Loin des canaux battus et rebattus, des
places et des musées (à ne pas rater malgré tout), l'auteur de
"Tu n'as rien compris à Hassan II" convie à une visite
très personnelle de la capitale des Pays-Bas. Fuir le centre,
prendre ici le tram, là le ferry, et découvrir les marchés
cosmopolites, la campagne en banlieue, une serre aux
papillons... Prendre le large pour mieux retrouver une ville
sans cesse changeante.
Enfonçons quelques portes ouvertes. La première : visiter
une ville et y habiter sont deux choses totalement
différentes. Du temps que je venais régulièrement à Amsterdam,
en touriste, sac au dos, carte Interail en poche, je me
vantais d'en connaître le moindre recoin, la moindre
steegje(ruelle). J'étais comme ces gens qui, dans les
années 1970, allaient passer deux semaines en Chine et en
revenaient avec une somme de mille pages et quelques photos -
j'ai tout vu, j'ai tout compris, voilà la Chine pour 20
francs. Bref.
Leidseplein et ses cafés, le Rijksmuseum, le Musée Van
Gogh, les petites rues autour de la Vieille Eglise, tout cela
m'était familier.
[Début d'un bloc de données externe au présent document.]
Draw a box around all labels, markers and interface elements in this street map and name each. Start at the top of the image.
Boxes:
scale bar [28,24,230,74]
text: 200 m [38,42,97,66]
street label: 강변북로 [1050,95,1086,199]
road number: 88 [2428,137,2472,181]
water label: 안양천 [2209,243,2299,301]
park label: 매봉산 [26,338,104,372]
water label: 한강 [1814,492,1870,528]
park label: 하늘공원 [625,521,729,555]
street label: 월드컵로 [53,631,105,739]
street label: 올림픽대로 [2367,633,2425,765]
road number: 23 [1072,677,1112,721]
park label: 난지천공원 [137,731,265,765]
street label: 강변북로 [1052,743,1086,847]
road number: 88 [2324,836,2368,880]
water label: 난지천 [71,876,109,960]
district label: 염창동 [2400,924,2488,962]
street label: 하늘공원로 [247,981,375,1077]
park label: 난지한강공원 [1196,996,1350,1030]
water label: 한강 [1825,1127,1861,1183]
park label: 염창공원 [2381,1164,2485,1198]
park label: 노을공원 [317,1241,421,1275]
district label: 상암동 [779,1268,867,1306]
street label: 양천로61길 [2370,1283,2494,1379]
J'arpentais les lieux comme si j'y étais né.
Aujourd'hui, il me semble que je n'avais rien vu alors.
Installé depuis bientôt treize ans en plein centre de la
capitale des Pays-Bas, mon Amsterdam n'est pas celui des
Anglais buveurs de bière qui (maudits soient Ryanair et les
autres casseurs de prix !) "amortissent" une virée chez les
Bataves dès la cinquième Heineken.
Ce n'est pas celui des petits crevards allemands ou
italiens qui nous polluent l'air de l'odeur douceâtre du
hachisch, en vente libre un peu partout - perdus dans leur
songe laborieux, déambulant le nez dans les nuages, ils n'ont
rien vu à Amsterdam.
Pas celui des faux marins et des vrais péquenots qui
s'ébaubissent devant les vitrines du quartier réservé - le
red light district en anglais dans le texte -, derrière
lesquelles vitrines se fanent de mornes Albanaises et des
Nigérianes qui se morfondent. Quelle tristesse... Qu'est-ce
que cela a à voir avec la ville où Descartes et Spinoza,
Vondel et Rembrandt, et tant d'autres de nos contemporains
éternels, ont passé ? Qu'est-ce que cela a à voir avec les
ciels toujours changeants et les noces de l'Amstel et des
canaux ?
Enfonçons une autre porte ouverte, ou plutôt poussons-la
doucement. Ce n'est pas une métaphore. Dans le Jordaan,
quartier des artistes, des petits Mozart de la finance et de
l'habitat subventionné - joyeux mélange typiquement
amstellodamois - se dissimulent des dizaines de hofjes,
des petites cours semi-publiques, si l'on peut dire. Il suffit
de passer l'entrée, c'est tout de suite la sérénité des
endroits magiques où l'on est sûr que rien d'important ne nous
arrivera.
On y trouve des bancs parfois et des chats toujours, et,
pourvu que vous ne dérangiez ni les humains ni les félins,
vous pourrez y passer le temps qu'il vous plaira à lire ou à
rêvasser. Même, vous pourrez regarder, comme au zoo, les
Hollandais vivre derrière les vitres claires. Ici, pas de
rideaux aux fenêtres, au grand étonnement de l'étranger. On se
rince l'œil tant qu'on veut. Rien de très excitant, mais quand
même. Ce vieil homme qui vaque à ses petits tremblotements, ce
couple qui discute autour d'une table jonchée de livres, non,
ça ne les dérange pas que vous les observiez, bouche bée,
comme au peep-show. Eux n'ont rien à cacher, ils vivent dans
une maison de verre. Et vous-mêmes ? Bienvenue chez les
calvinistes, ou plutôt - les temps changent - chez les
agnostiques, qui n'ont rien perdu des us de leurs ancêtres.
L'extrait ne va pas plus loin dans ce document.